▶ **INSTRUCTIONS TO FOLLOW**
Would you show every line from the records that holds "function"?

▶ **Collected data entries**
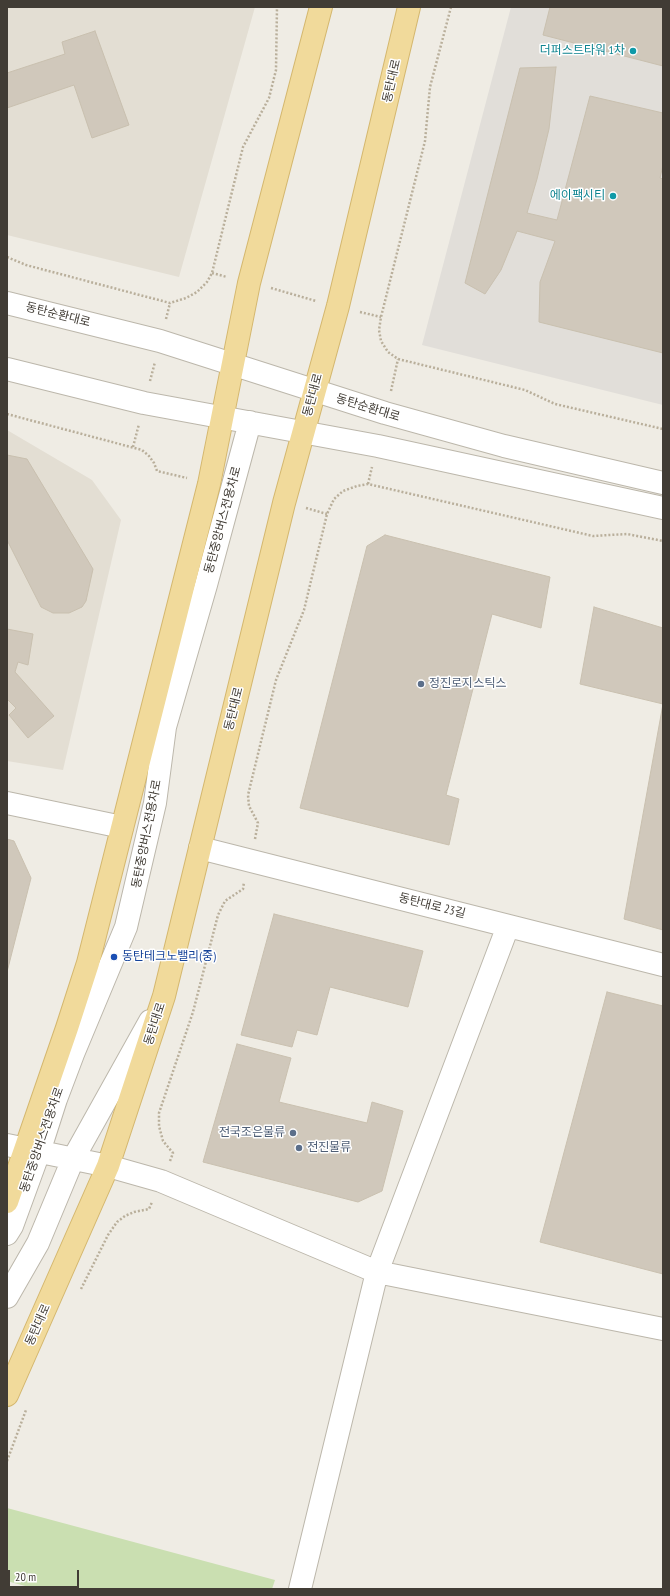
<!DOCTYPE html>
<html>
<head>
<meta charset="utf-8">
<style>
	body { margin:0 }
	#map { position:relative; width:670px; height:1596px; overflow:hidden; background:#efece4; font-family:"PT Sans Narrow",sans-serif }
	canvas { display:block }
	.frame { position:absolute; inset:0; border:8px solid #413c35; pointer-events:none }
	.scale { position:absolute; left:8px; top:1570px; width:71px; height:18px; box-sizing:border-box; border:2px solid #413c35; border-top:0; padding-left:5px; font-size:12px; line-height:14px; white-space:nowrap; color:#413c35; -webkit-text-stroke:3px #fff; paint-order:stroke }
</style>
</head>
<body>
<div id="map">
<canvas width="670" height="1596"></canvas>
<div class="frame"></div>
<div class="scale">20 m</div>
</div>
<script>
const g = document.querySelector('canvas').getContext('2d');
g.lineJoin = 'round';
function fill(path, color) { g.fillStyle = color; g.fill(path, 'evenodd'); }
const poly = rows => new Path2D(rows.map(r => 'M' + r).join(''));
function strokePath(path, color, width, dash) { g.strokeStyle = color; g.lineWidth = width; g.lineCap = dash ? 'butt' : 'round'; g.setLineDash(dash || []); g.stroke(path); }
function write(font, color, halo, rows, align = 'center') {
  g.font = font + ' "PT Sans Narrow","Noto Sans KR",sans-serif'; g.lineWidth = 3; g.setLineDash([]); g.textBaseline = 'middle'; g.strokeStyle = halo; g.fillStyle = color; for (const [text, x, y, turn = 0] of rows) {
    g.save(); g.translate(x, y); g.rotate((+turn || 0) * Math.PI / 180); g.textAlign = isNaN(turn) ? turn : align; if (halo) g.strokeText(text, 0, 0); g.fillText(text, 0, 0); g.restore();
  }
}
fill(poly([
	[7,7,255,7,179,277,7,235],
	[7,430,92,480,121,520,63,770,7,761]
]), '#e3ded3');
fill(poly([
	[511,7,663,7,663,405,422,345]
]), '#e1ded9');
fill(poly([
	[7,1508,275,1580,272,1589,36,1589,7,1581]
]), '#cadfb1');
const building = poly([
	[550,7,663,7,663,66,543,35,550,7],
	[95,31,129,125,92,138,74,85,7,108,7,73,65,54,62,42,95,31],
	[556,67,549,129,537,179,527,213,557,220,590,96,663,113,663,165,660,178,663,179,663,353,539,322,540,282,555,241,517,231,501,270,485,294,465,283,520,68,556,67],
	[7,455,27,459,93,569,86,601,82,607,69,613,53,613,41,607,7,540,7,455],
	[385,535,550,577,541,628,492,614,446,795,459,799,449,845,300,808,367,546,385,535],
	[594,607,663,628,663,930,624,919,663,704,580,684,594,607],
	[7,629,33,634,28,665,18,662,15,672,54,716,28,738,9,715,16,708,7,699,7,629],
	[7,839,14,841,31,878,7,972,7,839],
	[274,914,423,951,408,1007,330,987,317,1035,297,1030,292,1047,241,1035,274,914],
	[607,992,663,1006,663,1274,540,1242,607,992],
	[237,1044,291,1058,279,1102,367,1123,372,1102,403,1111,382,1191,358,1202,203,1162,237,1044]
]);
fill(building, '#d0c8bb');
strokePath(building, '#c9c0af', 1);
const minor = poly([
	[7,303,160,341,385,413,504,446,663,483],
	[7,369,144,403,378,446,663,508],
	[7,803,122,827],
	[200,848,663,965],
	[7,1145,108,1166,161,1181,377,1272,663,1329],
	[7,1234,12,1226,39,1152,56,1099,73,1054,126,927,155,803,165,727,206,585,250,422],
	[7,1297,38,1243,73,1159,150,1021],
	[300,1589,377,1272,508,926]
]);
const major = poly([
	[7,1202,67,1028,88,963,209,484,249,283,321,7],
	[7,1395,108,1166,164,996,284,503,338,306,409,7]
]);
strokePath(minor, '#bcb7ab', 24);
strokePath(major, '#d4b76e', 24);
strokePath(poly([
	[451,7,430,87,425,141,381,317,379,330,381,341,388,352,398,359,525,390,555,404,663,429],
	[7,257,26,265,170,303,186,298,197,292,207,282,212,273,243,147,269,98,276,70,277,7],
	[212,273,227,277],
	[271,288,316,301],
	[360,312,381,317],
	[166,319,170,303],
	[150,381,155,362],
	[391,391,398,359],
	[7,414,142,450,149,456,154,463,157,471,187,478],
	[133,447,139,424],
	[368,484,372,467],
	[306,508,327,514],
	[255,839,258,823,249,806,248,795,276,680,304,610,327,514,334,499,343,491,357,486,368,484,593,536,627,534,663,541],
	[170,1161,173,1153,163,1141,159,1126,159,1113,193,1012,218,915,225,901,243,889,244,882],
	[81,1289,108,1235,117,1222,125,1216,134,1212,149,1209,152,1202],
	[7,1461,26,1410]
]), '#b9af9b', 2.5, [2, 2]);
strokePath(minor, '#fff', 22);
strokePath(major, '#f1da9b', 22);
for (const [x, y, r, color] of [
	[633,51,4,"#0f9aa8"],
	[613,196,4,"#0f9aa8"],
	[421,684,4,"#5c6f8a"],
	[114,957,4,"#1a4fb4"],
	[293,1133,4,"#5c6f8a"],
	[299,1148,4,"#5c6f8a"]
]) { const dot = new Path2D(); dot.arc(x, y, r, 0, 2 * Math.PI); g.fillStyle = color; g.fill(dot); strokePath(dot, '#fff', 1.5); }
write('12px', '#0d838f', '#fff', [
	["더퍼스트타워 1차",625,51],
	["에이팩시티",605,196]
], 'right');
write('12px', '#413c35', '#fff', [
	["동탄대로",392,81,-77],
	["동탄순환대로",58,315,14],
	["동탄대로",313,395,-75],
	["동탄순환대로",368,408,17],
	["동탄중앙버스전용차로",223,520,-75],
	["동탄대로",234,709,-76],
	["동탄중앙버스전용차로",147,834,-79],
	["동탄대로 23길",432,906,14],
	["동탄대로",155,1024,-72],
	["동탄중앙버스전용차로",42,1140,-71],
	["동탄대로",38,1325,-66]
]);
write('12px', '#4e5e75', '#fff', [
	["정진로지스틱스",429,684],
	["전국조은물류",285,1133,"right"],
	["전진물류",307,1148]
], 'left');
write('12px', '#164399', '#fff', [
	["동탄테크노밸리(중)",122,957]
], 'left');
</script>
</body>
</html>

▶ **COMPLETED TASK**
function fill(path, color) { g.fillStyle = color; g.fill(path, 'evenodd'); }
function strokePath(path, color, width, dash) { g.strokeStyle = color; g.lineWidth = width; g.lineCap = dash ? 'butt' : 'round'; g.setLineDash(dash || []); g.stroke(path); }
function write(font, color, halo, rows, align = 'center') {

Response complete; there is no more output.